■ WHAT IS NEEDED ■
Could you reproduce, word for word, everything below from the line containing "For a GIS import: Describe" down to the line containing "Task: Extract the", with both of those lines included and no others?

■ DATA EXTRACTS ■

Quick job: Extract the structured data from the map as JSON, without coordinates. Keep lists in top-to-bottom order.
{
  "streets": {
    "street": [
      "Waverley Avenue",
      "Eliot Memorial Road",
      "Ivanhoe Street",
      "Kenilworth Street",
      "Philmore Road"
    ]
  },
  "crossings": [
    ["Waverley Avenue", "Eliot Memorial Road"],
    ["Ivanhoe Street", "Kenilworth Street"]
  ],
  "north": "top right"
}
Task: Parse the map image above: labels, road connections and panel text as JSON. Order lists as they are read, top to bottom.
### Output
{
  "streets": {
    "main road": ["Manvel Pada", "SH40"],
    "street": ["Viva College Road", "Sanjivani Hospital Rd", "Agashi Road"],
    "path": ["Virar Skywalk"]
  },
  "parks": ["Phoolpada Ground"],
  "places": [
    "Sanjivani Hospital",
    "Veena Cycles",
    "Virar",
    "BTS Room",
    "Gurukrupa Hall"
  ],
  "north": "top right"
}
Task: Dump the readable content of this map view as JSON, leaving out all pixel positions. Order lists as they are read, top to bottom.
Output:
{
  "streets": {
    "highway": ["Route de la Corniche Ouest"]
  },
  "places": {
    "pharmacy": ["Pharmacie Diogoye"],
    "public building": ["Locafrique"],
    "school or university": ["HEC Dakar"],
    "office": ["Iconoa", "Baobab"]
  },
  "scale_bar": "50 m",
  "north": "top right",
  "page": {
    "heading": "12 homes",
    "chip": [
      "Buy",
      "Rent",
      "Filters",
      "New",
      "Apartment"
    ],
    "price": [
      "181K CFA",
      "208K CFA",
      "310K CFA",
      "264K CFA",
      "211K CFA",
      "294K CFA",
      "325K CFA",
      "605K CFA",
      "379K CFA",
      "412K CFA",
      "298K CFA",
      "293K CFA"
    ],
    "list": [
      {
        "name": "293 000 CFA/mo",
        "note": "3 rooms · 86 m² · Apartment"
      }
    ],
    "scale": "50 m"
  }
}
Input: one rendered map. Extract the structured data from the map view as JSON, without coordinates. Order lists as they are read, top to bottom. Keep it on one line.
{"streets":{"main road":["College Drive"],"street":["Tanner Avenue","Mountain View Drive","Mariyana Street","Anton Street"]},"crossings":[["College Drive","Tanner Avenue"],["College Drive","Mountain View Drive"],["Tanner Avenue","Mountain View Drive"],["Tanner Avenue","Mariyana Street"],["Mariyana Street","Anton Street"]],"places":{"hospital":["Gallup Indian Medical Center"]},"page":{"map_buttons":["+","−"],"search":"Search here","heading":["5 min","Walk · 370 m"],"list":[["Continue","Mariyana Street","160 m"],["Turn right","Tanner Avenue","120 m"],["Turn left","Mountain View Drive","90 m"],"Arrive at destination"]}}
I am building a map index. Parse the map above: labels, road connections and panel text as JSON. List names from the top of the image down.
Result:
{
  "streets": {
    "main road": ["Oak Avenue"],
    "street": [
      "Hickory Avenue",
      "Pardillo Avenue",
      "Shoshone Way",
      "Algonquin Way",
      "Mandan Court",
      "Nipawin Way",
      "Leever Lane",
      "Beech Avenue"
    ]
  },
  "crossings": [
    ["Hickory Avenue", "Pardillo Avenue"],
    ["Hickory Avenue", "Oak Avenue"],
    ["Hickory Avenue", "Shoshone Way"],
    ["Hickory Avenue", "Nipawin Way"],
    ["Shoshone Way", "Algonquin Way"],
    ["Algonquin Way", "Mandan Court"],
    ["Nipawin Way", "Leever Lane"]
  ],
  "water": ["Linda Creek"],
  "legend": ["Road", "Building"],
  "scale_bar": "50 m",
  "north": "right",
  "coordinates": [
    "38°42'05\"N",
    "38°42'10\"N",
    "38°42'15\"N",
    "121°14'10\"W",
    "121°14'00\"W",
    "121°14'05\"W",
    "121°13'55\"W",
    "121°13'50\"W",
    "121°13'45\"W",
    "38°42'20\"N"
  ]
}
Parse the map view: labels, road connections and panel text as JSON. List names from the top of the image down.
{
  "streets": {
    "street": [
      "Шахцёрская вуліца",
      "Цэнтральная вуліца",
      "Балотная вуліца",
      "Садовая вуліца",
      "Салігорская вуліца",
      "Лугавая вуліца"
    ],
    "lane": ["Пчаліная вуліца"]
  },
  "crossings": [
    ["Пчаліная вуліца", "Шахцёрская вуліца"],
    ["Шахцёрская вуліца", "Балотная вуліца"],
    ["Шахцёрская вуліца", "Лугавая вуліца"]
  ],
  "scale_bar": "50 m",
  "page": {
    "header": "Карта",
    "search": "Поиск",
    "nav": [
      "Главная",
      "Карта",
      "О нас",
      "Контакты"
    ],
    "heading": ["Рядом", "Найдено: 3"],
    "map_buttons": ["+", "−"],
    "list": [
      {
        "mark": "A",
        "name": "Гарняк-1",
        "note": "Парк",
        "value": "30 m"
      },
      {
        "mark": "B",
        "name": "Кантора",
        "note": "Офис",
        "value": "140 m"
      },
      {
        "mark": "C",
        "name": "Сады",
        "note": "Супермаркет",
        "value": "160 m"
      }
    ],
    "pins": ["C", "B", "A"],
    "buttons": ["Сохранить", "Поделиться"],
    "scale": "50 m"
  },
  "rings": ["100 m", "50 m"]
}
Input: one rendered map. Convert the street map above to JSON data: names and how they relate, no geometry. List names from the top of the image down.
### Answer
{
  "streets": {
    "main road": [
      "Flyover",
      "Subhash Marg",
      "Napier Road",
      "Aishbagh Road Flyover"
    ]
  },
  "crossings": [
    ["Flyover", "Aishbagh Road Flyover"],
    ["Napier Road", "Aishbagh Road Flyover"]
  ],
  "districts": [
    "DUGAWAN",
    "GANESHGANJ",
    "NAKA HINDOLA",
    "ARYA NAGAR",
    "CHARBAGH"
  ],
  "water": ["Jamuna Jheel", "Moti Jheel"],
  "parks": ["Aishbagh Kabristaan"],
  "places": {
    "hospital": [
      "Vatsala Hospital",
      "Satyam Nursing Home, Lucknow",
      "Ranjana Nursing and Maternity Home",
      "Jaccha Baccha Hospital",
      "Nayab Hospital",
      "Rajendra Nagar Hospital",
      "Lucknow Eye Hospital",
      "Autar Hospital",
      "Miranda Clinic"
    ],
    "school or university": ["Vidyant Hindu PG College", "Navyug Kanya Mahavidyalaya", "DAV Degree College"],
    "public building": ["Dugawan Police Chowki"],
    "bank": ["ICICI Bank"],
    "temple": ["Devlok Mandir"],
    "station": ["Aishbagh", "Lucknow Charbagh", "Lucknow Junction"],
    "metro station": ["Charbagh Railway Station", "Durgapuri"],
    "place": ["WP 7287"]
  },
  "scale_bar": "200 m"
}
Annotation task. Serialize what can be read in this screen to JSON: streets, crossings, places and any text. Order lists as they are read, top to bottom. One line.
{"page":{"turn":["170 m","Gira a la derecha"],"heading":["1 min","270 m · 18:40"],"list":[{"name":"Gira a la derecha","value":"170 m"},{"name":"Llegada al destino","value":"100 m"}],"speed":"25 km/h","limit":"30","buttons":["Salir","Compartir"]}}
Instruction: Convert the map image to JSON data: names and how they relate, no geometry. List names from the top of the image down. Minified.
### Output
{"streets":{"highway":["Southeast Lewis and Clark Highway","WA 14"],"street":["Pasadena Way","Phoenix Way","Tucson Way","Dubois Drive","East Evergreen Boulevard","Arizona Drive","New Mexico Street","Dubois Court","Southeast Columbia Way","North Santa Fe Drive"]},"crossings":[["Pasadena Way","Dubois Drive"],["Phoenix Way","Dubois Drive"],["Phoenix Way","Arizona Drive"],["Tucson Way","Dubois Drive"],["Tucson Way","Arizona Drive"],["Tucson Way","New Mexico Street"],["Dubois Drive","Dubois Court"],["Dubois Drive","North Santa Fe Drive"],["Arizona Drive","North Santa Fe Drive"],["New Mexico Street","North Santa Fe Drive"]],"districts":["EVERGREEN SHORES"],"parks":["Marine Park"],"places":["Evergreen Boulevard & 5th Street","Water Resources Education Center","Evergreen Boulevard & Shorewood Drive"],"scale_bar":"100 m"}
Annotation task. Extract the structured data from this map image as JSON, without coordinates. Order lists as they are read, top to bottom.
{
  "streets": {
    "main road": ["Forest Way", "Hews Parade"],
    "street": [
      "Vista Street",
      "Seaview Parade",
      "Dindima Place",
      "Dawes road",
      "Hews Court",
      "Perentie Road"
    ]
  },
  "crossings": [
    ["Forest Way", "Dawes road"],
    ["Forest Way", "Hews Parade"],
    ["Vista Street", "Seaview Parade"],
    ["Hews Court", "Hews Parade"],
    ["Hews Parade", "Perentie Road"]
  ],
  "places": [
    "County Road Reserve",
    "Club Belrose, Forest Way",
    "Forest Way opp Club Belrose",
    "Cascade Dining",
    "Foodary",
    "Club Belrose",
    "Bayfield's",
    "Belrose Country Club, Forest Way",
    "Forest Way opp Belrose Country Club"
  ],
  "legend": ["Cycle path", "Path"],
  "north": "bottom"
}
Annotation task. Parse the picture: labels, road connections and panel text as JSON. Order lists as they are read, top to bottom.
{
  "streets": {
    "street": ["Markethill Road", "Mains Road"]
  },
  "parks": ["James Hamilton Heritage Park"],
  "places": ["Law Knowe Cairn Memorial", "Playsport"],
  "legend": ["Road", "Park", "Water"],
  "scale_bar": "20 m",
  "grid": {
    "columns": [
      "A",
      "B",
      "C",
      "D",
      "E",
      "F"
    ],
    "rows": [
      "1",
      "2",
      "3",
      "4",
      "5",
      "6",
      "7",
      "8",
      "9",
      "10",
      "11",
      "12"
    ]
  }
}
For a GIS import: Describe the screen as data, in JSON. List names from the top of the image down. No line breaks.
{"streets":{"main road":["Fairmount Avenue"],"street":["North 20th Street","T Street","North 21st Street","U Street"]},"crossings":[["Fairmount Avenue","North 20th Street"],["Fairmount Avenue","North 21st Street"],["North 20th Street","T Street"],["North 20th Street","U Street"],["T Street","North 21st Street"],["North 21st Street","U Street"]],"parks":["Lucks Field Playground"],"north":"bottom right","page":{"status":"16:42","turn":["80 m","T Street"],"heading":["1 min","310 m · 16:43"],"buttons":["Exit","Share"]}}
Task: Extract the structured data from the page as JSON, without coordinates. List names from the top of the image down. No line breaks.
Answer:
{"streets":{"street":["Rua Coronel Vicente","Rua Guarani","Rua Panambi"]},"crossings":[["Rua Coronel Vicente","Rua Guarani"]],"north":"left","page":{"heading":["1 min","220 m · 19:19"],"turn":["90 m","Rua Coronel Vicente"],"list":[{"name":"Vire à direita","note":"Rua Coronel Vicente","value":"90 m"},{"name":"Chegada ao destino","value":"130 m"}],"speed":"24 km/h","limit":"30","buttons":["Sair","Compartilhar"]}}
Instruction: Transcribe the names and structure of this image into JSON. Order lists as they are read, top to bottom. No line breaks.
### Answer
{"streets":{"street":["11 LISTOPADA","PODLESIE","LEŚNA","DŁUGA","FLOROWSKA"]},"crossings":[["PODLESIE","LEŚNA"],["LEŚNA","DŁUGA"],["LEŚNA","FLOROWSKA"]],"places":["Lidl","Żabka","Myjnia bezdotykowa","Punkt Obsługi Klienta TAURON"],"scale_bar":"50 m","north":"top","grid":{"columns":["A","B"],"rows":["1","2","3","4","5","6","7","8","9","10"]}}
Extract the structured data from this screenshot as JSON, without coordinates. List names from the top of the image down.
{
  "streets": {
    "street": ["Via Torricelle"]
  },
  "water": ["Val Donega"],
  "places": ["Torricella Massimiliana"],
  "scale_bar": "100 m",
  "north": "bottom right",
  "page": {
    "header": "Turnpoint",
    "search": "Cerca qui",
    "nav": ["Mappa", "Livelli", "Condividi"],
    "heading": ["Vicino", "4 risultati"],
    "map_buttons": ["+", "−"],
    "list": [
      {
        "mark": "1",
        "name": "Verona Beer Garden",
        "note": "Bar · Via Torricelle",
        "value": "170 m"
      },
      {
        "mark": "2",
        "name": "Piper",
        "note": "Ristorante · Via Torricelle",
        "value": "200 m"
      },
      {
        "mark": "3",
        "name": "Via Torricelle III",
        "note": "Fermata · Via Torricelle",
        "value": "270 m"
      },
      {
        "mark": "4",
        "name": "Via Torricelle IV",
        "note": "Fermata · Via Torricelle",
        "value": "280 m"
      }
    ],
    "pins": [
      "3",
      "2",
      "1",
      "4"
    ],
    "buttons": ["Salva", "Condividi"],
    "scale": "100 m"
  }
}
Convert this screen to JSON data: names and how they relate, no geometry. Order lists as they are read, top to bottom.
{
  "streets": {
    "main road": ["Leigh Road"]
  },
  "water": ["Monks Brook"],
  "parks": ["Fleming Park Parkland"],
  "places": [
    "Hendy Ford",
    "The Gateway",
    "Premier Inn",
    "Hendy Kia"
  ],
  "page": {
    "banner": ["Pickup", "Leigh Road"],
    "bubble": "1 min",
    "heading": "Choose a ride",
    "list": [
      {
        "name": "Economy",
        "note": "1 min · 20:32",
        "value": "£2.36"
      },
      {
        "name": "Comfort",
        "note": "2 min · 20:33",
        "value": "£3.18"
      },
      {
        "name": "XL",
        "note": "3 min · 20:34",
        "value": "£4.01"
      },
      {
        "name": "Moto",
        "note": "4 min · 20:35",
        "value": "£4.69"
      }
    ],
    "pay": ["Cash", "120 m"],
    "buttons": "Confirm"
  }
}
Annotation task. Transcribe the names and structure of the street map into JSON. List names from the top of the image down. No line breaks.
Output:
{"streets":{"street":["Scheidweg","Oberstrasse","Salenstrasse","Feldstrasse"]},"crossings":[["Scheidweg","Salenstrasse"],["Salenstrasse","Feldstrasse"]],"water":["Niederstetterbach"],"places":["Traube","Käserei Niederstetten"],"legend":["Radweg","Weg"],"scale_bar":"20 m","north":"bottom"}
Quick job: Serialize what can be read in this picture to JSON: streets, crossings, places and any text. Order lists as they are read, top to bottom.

■ THE ANSWER ■
For a GIS import: Describe the screen as data, in JSON. List names from the top of the image down. No line breaks.
{"streets":{"main road":["Fairmount Avenue"],"street":["North 20th Street","T Street","North 21st Street","U Street"]},"crossings":[["Fairmount Avenue","North 20th Street"],["Fairmount Avenue","North 21st Street"],["North 20th Street","T Street"],["North 20th Street","U Street"],["T Street","North 21st Street"],["North 21st Street","U Street"]],"parks":["Lucks Field Playground"],"north":"bottom right","page":{"status":"16:42","turn":["80 m","T Street"],"heading":["1 min","310 m · 16:43"],"buttons":["Exit","Share"]}}
Task: Extract the structured data from the page as JSON, without coordinates. List names from the top of the image down. No line breaks.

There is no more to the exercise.